Was sind eigentlich Daten?
19. April 2010 um 22:19 8 KommentareP.S: Inzwischen habe ich einen Aufsatz zur Frage dieses Blogartikels veröffentlicht: Jakob Voß (2013): „Was sind eigentlich Daten?“. In: LIBREAS. Library Ideas, 23 (2013). http://libreas.eu/ausgabe23/02voss/
Adrian Pohl ist in seinem Blog auf meinen in Zwickau gehaltenen Vortrag Semantic Web und Linked Data eingegangen (der Videomitschnitt des Vortrags ist noch nicht online, aber die Vortragsfolien) – vielen Dank für das Feedback!
Definitionen von Daten
In der ersten Hälfte des Vortrags ging es mir darum zu erklären, was überhaupt Daten sind. Meine Kurzdefinition, die Adrian in seinem Beitrag auseinander nimmt ist:
Daten: Strukturen aus unterscheidbaren Zeichen, die aufgrund von Vereinbarungen Informationen darstellen
Dem setzt er folgende Definition entgegen (Hyperlinks wie im Original):
Daten sind für mich in erster Linie eine Menge unterschiedener und unterscheidbarer, syntaktisch strukturierter Token, die gespeichert sind und transportiert und kopiert werden können. Syntax in diesem Sinne setzt Digitalität (d.h. eine endliche Menge klar abgegrenzter Typen) voraus und damit ist Digitalität auch Voraussetzung für Daten.
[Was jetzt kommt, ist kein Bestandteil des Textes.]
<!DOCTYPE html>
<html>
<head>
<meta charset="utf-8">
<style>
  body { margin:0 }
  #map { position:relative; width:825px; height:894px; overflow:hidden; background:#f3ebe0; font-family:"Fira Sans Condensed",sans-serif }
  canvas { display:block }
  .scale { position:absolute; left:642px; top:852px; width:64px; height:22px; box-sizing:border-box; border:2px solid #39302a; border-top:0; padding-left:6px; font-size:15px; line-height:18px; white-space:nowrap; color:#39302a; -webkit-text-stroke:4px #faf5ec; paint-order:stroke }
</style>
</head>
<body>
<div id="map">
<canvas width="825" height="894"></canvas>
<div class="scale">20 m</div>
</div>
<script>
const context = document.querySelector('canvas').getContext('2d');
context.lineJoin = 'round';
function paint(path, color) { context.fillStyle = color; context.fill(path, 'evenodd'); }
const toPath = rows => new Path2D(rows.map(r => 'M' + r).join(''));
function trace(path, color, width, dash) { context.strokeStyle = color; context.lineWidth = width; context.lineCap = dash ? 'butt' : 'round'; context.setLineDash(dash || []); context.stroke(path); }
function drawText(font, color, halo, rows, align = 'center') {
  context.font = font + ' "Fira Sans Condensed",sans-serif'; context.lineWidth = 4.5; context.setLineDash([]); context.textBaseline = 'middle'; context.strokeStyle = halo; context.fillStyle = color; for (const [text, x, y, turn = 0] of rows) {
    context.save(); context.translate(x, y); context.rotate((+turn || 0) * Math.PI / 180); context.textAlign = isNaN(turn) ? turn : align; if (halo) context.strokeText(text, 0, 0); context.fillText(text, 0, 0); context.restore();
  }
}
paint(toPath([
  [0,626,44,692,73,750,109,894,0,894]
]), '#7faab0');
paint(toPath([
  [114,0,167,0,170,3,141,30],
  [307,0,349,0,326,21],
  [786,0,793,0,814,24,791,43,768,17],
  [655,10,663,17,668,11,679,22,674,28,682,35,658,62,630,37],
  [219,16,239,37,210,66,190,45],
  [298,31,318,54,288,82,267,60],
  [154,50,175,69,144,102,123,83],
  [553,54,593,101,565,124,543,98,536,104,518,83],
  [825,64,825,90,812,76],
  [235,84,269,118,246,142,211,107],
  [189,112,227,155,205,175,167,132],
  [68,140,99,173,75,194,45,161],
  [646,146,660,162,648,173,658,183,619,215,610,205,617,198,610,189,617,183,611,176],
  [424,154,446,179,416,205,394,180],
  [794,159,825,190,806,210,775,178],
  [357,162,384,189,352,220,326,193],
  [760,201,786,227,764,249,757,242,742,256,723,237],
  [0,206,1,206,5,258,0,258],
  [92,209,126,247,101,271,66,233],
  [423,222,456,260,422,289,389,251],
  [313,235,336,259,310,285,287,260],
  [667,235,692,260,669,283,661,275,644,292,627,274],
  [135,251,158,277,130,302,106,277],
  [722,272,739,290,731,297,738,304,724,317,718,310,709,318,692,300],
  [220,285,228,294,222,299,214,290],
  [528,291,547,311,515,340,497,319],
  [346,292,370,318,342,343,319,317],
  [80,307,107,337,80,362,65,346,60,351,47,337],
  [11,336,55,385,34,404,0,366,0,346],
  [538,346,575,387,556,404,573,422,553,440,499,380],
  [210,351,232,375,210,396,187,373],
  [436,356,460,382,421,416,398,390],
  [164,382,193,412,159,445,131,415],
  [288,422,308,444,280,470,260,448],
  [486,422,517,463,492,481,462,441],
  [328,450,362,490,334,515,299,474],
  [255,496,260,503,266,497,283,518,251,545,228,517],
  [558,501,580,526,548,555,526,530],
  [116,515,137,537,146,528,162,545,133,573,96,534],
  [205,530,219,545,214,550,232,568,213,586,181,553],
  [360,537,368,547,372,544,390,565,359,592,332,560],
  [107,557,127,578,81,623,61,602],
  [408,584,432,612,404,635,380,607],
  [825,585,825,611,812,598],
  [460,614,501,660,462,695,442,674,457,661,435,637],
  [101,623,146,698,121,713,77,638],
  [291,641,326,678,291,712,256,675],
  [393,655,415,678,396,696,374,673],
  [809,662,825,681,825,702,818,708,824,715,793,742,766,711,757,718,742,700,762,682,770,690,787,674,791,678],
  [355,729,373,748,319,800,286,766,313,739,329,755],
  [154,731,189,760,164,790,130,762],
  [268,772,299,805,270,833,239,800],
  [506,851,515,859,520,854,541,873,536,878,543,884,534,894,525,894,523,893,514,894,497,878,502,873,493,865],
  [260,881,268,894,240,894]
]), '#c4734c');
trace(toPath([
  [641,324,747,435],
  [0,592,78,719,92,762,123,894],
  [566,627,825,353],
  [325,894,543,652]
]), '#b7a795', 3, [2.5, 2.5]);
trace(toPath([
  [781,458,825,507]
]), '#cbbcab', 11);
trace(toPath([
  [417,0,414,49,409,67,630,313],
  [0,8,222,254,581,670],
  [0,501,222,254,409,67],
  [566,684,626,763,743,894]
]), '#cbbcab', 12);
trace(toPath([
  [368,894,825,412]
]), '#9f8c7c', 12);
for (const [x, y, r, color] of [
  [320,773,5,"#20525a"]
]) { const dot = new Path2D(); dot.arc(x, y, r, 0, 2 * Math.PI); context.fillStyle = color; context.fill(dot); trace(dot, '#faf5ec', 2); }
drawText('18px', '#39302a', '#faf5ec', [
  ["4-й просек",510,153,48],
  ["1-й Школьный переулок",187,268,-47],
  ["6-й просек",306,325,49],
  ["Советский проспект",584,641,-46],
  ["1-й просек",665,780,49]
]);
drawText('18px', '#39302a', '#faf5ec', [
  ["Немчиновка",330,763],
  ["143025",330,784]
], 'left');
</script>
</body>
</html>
Zum Vergleich hier noch die aktuelle Definition (19 April 2010 16:22 UTC) aus Wikipedia:
The term data means groups of information that represent the qualitative or quantitative attributes of a variable or set of variables. [en.wikipedia]
Daten sind logisch gruppierte Informationseinheiten […], die zwischen Systemen übertragen werden oder auf Systemen gespeichert sind. [de.wikipedia, 19 April 2010 16:22 UTC]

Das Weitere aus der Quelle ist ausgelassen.